NFLVR.com is a fantasy football and news website that focuses on the National Football League, though much of its news is aggregated from mainstream media sources.
 
The main focus of the site is to bridge the gap between NFL players and NFL fans, while providing the most accurate fantasy football expectations in the industry.
 
The site was created on July 21, 2011, by Austin D. Jordan, who is also the site's primary editor and contributor. NFLVR.com launched with a boom as Jordan created a voting poll for NFL players to be able to use in order to help reconstitute the NFL Player's Union.
 
Jordan used Twitter to reach out to NFL players in order to make them aware of the poll and to offer his services to help reconstitute the NFL Player's Union if the players, NFLPA, and NFL decided to do so.
 
On July 22, 2011, George Atallah of the NFLPA rejected using NFLVR as a way to help reconstitute the NFL Player's Union.
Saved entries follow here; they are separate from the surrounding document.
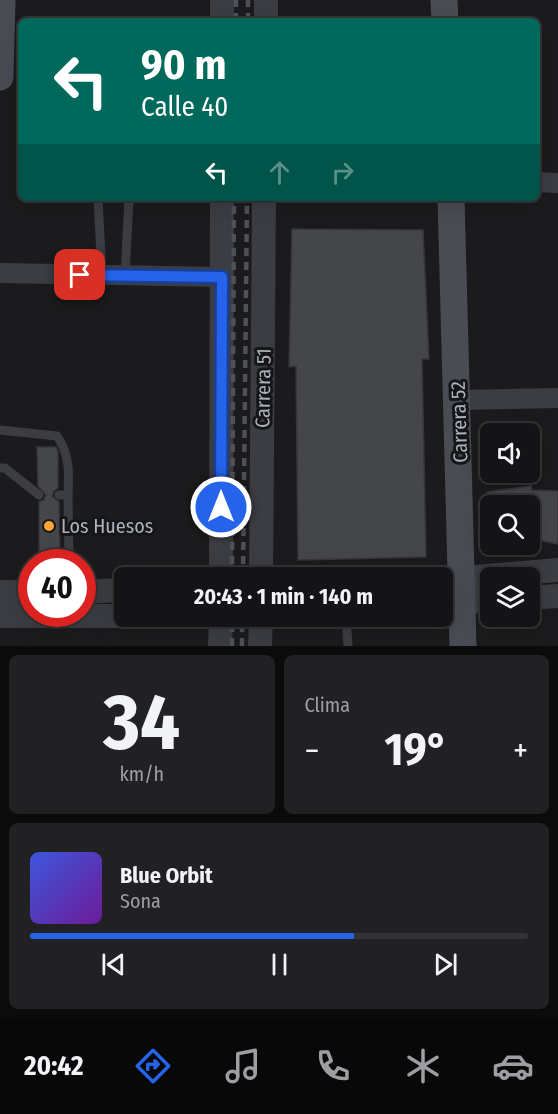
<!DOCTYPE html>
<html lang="es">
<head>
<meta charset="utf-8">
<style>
  :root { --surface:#141416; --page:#212123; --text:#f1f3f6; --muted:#9d9ea1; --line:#333335; --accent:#2563eb }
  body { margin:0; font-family:"Fira Sans Condensed",sans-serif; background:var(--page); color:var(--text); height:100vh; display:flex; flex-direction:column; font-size:22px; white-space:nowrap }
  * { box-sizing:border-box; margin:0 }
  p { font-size:20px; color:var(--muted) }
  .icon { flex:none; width:33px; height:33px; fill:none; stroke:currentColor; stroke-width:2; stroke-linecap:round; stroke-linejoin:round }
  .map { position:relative; height:646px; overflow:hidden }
  .details { display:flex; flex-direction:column; gap:9px; padding:9px; background:#0b0b0c; flex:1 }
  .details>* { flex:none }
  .guide { position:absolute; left:18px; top:18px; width:522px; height:183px; border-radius:9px; box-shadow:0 6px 24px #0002,0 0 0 2px var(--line); background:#00695c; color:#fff; overflow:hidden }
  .tools { position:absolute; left:480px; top:423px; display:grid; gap:12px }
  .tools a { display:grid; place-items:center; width:60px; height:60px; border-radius:9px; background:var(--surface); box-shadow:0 6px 24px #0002,0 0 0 2px var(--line); font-size:30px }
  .speed { position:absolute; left:18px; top:549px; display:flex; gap:12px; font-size:30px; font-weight:700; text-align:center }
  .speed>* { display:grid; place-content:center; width:78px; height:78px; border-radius:50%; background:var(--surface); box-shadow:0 6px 24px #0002,0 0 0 2px var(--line); line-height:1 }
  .speed .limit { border:9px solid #d22; background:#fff; color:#111 }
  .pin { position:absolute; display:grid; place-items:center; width:51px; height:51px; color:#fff; margin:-26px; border-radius:12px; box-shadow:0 3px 9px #0006 }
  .me { position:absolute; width:66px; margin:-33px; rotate:0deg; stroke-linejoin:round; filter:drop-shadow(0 0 4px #0008) }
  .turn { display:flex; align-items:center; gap:21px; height:126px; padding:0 24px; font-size:27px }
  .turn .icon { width:78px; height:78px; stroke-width:2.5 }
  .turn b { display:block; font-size:42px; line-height:51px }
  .lanes { display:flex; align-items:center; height:57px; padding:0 24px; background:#0003; justify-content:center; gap:30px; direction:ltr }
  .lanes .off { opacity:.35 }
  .big { font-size:45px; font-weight:700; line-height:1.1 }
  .details .card { flex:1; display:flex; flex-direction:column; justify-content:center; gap:9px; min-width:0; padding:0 21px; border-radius:9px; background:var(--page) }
  .details .dial { align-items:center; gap:0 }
  .dial b { font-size:78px; line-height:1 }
  .song { display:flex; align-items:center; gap:18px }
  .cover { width:72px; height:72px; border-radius:9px; background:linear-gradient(135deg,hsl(230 70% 55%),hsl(280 70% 35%)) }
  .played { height:6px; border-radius:3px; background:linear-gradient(90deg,var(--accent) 65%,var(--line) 65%) }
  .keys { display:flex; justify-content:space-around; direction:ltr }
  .heat { display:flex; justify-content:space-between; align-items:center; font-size:33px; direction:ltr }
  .details .tiles { flex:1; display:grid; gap:9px; grid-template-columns:1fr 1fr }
  .card:last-child { grid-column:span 2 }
  .trip { position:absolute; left:114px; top:567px; width:339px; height:60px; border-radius:9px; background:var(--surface); box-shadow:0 6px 24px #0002,0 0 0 2px var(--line); font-weight:700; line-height:60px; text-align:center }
  .menu { display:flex; height:96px; justify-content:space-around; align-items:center; background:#080809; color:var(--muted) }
  .menu .icon { width:42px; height:42px }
  .menu .active { color:var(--accent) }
  .menu b { font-size:27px; color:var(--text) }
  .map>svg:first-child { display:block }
  .building { fill:#45464a; stroke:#35353a; stroke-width:1.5 }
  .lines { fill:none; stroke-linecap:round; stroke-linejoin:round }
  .service { stroke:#3b3d43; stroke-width:9 }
  .minor { stroke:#3b3d43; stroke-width:20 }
  .tertiary { stroke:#3b3d43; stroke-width:24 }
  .secondary { stroke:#494c53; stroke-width:27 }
  .rail { stroke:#4e5158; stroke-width:4.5; stroke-dasharray:8 6; stroke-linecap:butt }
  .route-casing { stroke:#184099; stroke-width:15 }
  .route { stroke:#2563eb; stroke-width:10 }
  .poi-dot { fill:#ffa731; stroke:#161619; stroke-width:2 }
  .labels { text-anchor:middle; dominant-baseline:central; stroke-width:6; stroke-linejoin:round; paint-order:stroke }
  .street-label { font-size:20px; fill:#acb3be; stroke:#161619 }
  .poi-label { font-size:20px; fill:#acb3be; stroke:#161619; text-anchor:start }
</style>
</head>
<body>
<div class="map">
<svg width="558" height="646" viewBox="0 0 558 646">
  <rect width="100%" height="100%" fill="#1b1b1d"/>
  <g class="building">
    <path d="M 292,229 L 423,230 L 429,359 L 422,359 L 426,557 L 298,560 L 296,366 L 289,367 Z"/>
    <path d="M 37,447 L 56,447 L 58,452 L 58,488 L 54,491 L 52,496 L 59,502 L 60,557 L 39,558 L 39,502 L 44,500 L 46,495 L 38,486 Z"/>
    <path d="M 531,486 L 532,490 L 558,491 L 558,544 L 538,540 L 530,541 L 530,506 L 489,506 L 487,492 Z"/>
  </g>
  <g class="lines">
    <g class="service">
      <path d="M 98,198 L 102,275"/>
      <path d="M 125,275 L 129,198"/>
      <path d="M 0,430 L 57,436 C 70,455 69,473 68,495"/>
      <path d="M 0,468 L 5,468 L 39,495"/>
      <path d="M 59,495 L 68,495 L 69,562"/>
      <path d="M 346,616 L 348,646"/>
    </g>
    <g class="minor">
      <path d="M 537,182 L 558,183"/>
      <path d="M 0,273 L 222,277"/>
      <path d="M 458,400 L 558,398"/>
    </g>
    <g class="tertiary">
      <path d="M 222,21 L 222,0"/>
      <path d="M 266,21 L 266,0"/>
      <path d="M 221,578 L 222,198"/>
      <path d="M 261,578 L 264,198"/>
      <path d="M 442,580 L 558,570"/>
      <path d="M 0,592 L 32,592"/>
      <path d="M 82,592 L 124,590"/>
      <path d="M 530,598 L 558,596"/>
      <path d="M 442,604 L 490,600"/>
      <path d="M 0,616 L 124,616"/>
      <path d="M 220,646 L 221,616"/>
      <path d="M 260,646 L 261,616"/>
    </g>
    <g class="secondary">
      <path d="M 444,0 L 445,21"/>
      <path d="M 0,77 L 2,0"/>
      <path d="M 451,198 L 463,646"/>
    </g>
    <g class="rail">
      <path d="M 236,21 L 236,0"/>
      <path d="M 248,21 L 248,0"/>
      <path d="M 232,578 L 234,198"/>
      <path d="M 243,578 L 247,198"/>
      <path d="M 232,646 L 232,616"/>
      <path d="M 242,646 L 242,616"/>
    </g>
  </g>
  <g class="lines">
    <g class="route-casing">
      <path id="route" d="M 80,275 L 222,277 L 221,507"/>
    </g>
    <use href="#route" class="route"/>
  </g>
  <circle class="poi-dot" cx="49" cy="526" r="6"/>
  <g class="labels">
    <g class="street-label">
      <text transform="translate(263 388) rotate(-89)">Carrera 51</text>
      <text transform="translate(459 422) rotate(-92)">Carrera 52</text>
    </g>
    <g class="poi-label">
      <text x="61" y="526">Los Huesos</text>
    </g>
  </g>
</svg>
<div class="tools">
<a><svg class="icon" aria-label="sound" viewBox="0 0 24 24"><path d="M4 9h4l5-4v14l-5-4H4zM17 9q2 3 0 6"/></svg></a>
<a><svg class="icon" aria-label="search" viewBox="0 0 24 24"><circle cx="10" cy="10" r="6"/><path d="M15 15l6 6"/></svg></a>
<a><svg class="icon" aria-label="layers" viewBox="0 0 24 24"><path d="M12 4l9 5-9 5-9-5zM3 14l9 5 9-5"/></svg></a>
</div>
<div class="speed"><div class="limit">40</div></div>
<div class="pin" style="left:80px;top:275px;background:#d93025"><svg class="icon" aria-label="arrive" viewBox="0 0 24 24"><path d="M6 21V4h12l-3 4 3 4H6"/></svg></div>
<svg class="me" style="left:221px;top:507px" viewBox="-20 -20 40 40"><circle r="17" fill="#2563eb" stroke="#fff" stroke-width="3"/><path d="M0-11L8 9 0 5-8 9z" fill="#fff"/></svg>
<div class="trip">20:43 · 1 min · 140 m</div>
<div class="guide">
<div class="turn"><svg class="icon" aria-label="left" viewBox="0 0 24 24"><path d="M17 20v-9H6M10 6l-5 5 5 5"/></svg><div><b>90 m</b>Calle 40</div></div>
<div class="lanes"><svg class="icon" aria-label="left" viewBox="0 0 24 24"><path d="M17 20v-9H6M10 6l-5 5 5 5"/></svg><svg class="icon off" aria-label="ahead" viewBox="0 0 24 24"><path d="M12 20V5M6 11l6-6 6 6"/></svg><svg class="icon off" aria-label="right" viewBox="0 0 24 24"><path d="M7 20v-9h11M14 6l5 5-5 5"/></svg></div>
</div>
</div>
<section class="details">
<div class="tiles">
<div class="card dial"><b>34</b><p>km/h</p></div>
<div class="card"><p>Clima</p>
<div class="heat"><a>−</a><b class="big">19°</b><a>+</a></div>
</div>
<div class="card">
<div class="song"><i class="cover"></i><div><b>Blue Orbit</b><p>Sona</p></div></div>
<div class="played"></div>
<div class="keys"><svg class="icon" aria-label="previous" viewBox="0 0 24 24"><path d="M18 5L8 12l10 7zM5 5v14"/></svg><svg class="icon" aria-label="pause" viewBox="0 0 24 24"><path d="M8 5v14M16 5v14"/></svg><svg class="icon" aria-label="next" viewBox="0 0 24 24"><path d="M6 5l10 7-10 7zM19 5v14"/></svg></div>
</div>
</div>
</section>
<nav class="menu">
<b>20:42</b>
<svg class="icon active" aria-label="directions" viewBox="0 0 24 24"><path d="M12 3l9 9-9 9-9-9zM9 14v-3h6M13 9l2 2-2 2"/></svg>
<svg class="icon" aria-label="music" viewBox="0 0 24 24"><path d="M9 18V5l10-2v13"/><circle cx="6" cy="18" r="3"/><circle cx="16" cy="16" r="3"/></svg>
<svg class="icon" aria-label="phone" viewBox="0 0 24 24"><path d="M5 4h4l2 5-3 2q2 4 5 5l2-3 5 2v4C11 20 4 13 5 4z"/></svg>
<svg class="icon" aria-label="climate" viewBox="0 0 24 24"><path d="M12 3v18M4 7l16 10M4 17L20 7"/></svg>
<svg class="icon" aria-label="car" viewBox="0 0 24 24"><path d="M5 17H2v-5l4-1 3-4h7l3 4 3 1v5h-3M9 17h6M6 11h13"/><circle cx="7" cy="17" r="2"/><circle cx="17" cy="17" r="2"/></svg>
</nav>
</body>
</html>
Additionally, the NFLPA sent out a memo to all NFL players and agents to inform them they were not affiliated with NFLVR.com which prompted NFL Network, ESPN, and many other major news sources to report on NFLVR.
 
Since 2011, NFLVR has become known as one of the most accurate and trusted NFL news and fantasy football websites in the industry.
 
On August 15, 2012, NFLVR.com partnered with Google.